← Blog

Recent Parallel and Exa funding

Why I don't think the hype is worth it in the long run

Why the hype with Parallel and Exa

Both companies are betting on the same macro thesis: AI agents need a fundamentally different web infrastructure than humans do — and neither Google nor legacy search was built for them. The capital raised reflects investor conviction that whoever wins this layer could become as foundational to AI as Google was to the early web.

How did they build the infrastructure?

Exa: Embedding-Based Neural Search

Exa raised an $85M Series B led by Benchmark at a $700M valuation, with participation from Lightspeed, Y Combinator, and NVentures, NVIDIA's venture capital arm.

Exa's software can run more than 100 queries per second with a latency of under 450 milliseconds. Developers can customize what data is retrieved from just URLs to full webpage content.

Exa also has side products like Websets: retrieval and data augmentation for GTM like Apollo.

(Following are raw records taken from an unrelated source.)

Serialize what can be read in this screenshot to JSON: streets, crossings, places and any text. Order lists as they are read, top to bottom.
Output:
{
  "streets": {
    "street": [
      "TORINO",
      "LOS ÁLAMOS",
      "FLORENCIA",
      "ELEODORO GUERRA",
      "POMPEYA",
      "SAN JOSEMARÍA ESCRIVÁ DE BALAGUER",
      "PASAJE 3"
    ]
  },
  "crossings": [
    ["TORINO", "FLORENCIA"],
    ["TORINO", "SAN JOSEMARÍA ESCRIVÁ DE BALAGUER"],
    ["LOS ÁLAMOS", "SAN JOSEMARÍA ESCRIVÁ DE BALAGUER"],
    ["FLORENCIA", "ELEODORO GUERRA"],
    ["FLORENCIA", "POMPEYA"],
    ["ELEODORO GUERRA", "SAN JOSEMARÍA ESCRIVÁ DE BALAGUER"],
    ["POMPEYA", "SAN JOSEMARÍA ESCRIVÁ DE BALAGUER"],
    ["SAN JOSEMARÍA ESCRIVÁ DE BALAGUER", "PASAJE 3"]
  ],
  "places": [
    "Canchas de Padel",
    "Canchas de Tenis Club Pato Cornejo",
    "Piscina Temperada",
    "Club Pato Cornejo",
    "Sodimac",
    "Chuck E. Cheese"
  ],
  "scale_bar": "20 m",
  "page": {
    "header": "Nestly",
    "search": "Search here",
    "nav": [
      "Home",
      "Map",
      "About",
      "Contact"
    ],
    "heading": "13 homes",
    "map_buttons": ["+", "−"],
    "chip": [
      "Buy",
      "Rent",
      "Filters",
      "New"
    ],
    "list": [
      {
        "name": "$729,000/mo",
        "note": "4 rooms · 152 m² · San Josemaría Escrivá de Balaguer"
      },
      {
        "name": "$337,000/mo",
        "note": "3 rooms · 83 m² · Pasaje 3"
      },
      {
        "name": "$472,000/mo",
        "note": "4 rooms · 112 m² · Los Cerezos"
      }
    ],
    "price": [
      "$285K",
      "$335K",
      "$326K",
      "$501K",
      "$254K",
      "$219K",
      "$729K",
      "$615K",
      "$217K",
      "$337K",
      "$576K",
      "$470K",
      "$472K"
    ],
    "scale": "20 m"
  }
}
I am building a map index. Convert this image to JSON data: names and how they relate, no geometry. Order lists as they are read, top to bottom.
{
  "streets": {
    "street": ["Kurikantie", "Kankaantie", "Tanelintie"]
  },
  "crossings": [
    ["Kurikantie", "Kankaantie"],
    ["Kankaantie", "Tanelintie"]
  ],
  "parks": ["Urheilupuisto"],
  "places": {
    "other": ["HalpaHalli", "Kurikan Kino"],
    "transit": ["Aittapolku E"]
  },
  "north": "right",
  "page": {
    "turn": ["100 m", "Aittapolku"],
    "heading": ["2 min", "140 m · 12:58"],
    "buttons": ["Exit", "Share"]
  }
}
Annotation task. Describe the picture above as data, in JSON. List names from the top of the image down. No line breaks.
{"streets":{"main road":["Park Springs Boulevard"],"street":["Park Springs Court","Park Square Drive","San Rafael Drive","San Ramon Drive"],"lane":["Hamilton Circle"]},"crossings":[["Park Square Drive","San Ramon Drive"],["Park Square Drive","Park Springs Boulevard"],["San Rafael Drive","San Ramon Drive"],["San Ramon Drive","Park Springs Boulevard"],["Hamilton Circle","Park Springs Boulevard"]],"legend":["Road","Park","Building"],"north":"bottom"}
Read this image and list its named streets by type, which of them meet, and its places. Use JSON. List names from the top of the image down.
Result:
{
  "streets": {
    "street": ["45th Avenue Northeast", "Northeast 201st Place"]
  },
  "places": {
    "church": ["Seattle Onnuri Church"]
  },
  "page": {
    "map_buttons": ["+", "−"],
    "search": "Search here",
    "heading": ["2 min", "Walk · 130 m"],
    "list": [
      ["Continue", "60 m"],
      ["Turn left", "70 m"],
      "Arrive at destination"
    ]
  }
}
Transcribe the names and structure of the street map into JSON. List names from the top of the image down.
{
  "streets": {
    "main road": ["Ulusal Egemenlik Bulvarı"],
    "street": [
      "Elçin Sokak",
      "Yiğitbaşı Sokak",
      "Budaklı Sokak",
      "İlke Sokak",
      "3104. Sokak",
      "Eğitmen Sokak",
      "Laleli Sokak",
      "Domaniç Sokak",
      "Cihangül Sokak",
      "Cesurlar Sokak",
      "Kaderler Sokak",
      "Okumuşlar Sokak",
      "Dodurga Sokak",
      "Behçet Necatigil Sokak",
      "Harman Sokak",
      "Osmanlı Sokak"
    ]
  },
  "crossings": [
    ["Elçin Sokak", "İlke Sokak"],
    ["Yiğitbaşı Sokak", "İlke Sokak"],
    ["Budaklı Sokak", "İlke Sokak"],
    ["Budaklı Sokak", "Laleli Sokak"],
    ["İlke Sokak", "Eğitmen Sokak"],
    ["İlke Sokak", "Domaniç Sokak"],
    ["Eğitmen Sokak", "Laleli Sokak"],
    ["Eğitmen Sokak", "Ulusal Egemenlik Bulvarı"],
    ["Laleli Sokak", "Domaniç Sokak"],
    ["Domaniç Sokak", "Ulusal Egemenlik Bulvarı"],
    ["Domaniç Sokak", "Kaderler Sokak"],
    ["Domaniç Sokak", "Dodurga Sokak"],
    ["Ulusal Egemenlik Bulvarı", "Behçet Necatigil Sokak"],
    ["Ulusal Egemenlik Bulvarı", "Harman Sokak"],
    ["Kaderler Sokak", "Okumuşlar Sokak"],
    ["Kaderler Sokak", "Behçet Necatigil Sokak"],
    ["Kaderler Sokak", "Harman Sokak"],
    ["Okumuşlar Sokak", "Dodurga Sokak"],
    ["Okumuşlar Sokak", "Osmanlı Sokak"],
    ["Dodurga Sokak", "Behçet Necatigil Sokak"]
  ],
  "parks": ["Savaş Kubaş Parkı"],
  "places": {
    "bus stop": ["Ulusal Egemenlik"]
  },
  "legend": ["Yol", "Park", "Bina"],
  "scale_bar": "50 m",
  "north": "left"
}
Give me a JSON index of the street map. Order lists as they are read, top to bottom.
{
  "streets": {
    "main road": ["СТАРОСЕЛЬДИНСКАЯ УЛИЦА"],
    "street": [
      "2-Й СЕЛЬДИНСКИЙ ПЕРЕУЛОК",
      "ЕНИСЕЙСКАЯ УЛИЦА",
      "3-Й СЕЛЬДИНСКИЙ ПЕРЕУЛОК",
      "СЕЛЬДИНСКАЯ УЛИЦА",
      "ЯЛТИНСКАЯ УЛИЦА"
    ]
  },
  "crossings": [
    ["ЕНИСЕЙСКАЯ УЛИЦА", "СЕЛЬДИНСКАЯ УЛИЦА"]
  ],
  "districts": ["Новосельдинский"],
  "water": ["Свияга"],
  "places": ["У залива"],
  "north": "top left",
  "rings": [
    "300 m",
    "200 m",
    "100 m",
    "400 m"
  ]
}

Exa threw out the keyword/inverted-index model entirely. Unlike other search engines that preprocess documents into keywords, Exa trains neural models to preprocess each document into embeddings. Every webpage becomes a high-dimensional vector representing its meaning, not its words. Exa uses the same technology as ChatGPT to train an embedding model to convert web page content into vector representations. Exa's model training data includes shared links on web pages rather than simple text and sentences, this allows its search engine to better understand and predict the relevance of web page links. Exa's search engine doesn't just predict the next word, but the next related link. It's a rethinking of PageRank: instead of counting links as votes, they use the semantic relationship between linking and linked content as a training signal.

Exa exposes multiple search types: neural (pure embeddings), auto (intelligently combines neural and keyword), fast (streamlined), and deep (agentic: searches, processes results, and searches again until it finds high-quality information). The deep mode is essentially a mini agent loop inside the search itself.

Parallel: Excerpts for Agent Context Windows

Founded by former Twitter CEO Parag Agrawal, Parallel has raised $230 million in total, most recently a $100M Series B led by Sequoia Capital at a $2 billion valuation.

Parallel's approach is less about the embedding model and more about rethinking the output format for how agents consume information.Parallel is built so agents can specify declarative semantic objectives and it returns URLs and compressed excerpts based on token relevancy.

They're not returning a webpage for a human to read, but a compressed, relevance-ranked snippet designed to fit efficiently into an LLM's context window. Less noise, fewer tokens consumed, cheaper inference. When an AI agent conducts legal research, it needs not only search results but verifiable sources that can be cited and audited. For financial analysis, it requires up-to-date data rather than indexed snapshots. General-purpose search engines don't meet these needs and produce error rates unacceptable for professional use.

Parallel's differentiators over Exa in this framing are: index freshness, provenance tracking at scale (verifiable citations for regulated industries), and the publisher revenue-sharing model.

Future prediction

Both companies are racing to own the data retrieval layer of AI infrastructure — a position that becomes more valuable the more AI agents proliferate. Neither Google (optimized for human ad clicks) nor existing RAG/scraping tools (fragile, slow, unstructured) are good enough.

However, I’m not bullish because of the following reasons:

  1. The horizontal nature of this market attracts bigger players to come in soon, unlike more vertical applications that big model providers won't encroach (such as GTM companies like Clay)
  2. none of this technology really has a “hard tech moat”, unlike harder tasks like coding, and big companies with access to web data such as Google can easily reproduce it - they just haven't gotten around to it because they were busy with the model race.

The alternative

The fundamental problem of searching and ranking a large billions corpus is the same for traditional or agent search. Given none of this technology is new, traditional search still has an advantage if adopted to an agentic format since it already has a scalability infra headstart, e.g. layered retrieval using the same source corpora and traditional search at the bottom, and use embedding agentic search in the last layers .

I predict Google will still be the dominant player in the future.